= Marquette University Humanoid Engineering & Intelligent Robotics Lab =

Robotics research laboratory

The Marquette University Humanoid Engineering & Intelligent Robotics (HEIR) Lab was a robotics lab in Marquette University's College of Engineering.

== History ==

The lab was started in Engineering Hall in 2012. It was directed by Professor Andrew Williams. The lab receives funding to design and program robots to do things like function as exercise coaches and teach STEM concepts.

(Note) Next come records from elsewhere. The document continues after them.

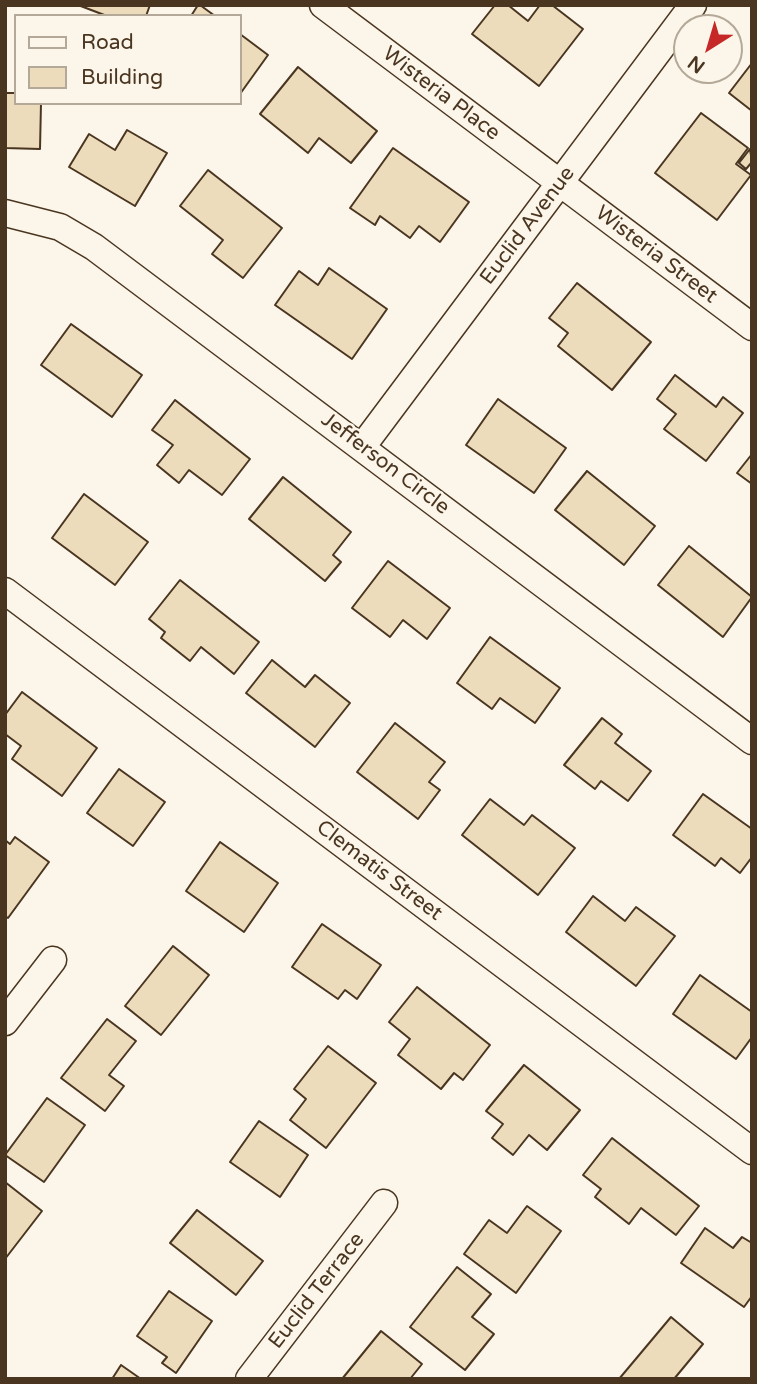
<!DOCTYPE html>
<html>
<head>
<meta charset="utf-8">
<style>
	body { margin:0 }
	#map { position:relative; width:757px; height:1384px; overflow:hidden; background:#fbf6e9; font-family:"Varela Round",sans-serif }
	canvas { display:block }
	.frame { position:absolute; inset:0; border:7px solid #4a3520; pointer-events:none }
	.legend { position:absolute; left:14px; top:14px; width:228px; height:91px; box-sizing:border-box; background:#fbf6e9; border:2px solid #b4a999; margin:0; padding:9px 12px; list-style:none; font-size:21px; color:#4a3520 }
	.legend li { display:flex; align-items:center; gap:14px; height:35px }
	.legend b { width:35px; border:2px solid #b4a999 }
	.north { position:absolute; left:673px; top:14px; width:70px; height:70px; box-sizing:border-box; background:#fbf6e9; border:2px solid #b4a999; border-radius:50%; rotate:217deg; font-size:19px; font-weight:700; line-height:28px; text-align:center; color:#4a3520 }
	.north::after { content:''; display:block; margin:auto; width:24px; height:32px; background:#c62828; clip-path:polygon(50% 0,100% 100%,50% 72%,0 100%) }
</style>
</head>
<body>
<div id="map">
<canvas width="757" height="1384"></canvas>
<div class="frame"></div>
<ul class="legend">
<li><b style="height:9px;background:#fbf6e9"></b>Road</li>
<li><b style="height:19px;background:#ecdcbc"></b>Building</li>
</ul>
<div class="north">N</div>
</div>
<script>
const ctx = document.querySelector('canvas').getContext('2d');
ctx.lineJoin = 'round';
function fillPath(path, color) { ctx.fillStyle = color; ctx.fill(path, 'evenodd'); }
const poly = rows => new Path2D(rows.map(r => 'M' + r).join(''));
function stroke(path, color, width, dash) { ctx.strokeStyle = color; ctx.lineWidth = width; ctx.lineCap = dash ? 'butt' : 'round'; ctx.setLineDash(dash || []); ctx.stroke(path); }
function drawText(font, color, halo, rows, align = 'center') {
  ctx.font = font + ' "Varela Round",sans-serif'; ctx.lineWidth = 5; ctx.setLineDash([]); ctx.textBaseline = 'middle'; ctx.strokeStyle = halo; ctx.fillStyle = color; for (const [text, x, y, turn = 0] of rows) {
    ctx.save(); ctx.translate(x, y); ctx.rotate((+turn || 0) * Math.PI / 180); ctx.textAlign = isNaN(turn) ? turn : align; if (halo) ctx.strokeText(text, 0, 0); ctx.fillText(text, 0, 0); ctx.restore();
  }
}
const building = poly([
	[78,5,150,5,146,16,107,16,78,5],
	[198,5,200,5,215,16,191,16,198,5],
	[495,5,508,5,528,21,540,5,552,5,583,29,539,86,472,34,495,5],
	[240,34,268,55,240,94,240,34],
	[752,63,752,111,729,93,752,63],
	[298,67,377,131,351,163,319,138,308,153,260,114,298,67],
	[5,93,16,93,16,103,41,103,40,149,5,148,5,93],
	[701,113,748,148,736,164,751,175,717,220,655,173,701,113],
	[127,130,167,153,135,206,69,167,89,134,115,150,127,130],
	[393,148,469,202,440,242,419,226,410,238,380,216,375,225,350,208,393,148],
	[750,149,752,162,746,169,739,163,750,149],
	[208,170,282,228,243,278,212,254,223,240,180,206,208,170],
	[329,268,387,309,352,359,275,305,299,271,318,285,329,268],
	[577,283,651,342,612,390,558,346,568,333,549,318,577,283],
	[71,324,142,375,112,417,41,365,71,324],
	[675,375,716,407,723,397,743,413,706,461,664,429,676,414,657,399,675,375],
	[498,399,566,448,534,493,466,445,498,399],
	[175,400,250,459,222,495,189,470,179,483,157,465,173,445,152,430,175,400],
	[752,454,752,484,737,473,752,454],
	[587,471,655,526,624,565,555,510,587,471],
	[283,477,351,532,333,555,341,562,325,581,249,519,283,477],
	[84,494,148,542,115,585,52,538,84,494],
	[689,546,752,597,723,637,658,585,689,546],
	[388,561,450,608,427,639,403,620,390,637,352,608,388,561],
	[180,580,259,642,234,674,201,647,190,661,161,638,165,632,149,619,180,580],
	[490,637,560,688,535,723,500,698,492,709,457,683,490,637],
	[272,660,305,687,315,675,350,703,315,747,246,693,272,660],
	[22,692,97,748,62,796,12,759,21,746,5,734,5,715,22,692],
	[602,718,622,734,615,743,651,771,628,801,601,781,595,789,564,765,602,718],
	[395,723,445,762,429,782,440,790,418,819,357,772,395,723],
	[119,769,165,802,133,846,87,813,119,769],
	[703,794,752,829,752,857,740,873,721,858,715,866,673,835,703,794],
	[490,799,524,825,532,815,575,848,538,895,462,835,490,799],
	[15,837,49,862,8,918,5,916,5,840,10,844,15,837],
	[220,842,278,883,244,932,186,891,220,842],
	[593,896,625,921,636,907,675,936,636,986,566,932,593,896],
	[322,924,381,965,357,999,345,990,338,999,292,967,322,924],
	[173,946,209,975,161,1035,125,1006,173,946],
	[700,975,752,1012,752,1037,736,1059,673,1014,700,975],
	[417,987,490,1045,463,1080,454,1073,441,1089,398,1055,410,1039,389,1022,417,987],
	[107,1019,136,1041,109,1075,124,1086,105,1111,61,1078,107,1019],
	[328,1046,376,1083,326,1148,290,1120,306,1099,294,1089,328,1046],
	[524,1065,580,1110,547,1150,529,1135,513,1155,492,1138,503,1124,486,1111,524,1065],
	[47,1098,85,1125,44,1182,5,1155,47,1098],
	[259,1121,308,1155,280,1197,230,1162,259,1121],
	[612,1138,699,1206,676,1235,641,1208,629,1224,595,1197,601,1189,583,1175,612,1138],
	[5,1182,42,1211,5,1259,5,1182],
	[527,1206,561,1231,516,1293,464,1254,489,1220,507,1233,527,1206],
	[197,1210,263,1261,236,1295,170,1243,197,1210],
	[705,1228,733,1248,742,1237,752,1243,752,1296,744,1307,681,1263,705,1228],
	[457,1267,491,1294,472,1317,494,1334,465,1370,410,1327,457,1267],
	[169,1291,212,1321,176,1373,162,1363,167,1357,137,1336,169,1291],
	[671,1317,703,1344,674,1379,619,1379,671,1317],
	[381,1331,422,1364,410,1379,342,1379,381,1331],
	[121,1365,141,1379,112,1379,121,1365]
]);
fillPath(building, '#ecdcbc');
stroke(building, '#4a3520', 2);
const street = poly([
	[323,5,752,327],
	[5,213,60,227,94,247,752,741],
	[362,447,693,5],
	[5,591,752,1151],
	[5,1022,53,960],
	[249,1379,384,1203]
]);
stroke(street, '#4a3520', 29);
stroke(street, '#fbf6e9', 26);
drawText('21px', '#4a3520', '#fbf6e9', [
	["Wisteria Place",441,94,37],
	["Euclid Avenue",528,226,-53],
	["Wisteria Street",656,255,37],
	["Jefferson Circle",385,464,37],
	["Clematis Street",379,871,37],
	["Euclid Terrace",317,1291,-52]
]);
</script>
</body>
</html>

Members of the lab have worked on numerous publications that have been presented at various conferences around the world. They used Nao humanoid robots for some projects.

A robot called MU-L8 was designed and built by the lab. Many of the parts were 3D printed.

In 2014, the lab participated in the RoboCup 2014 competition.

== In the News ==

MU-L8, a robot designed and built by the lab, was featured on the cover of Milwaukee Magazine's November 2013 issue.

Members of the lab were interviewed by FOX 6 News Milwaukee on the building of a robot to compete at RoboCup.

The Milwaukee Journal Sentinel published an article on the lab's trip to the 2014 RoboCup competition in Brazil.

In 2016, a team representing the lab traveled to Washington, D.C. for an event hosted by the Congressional Robotics Caucus.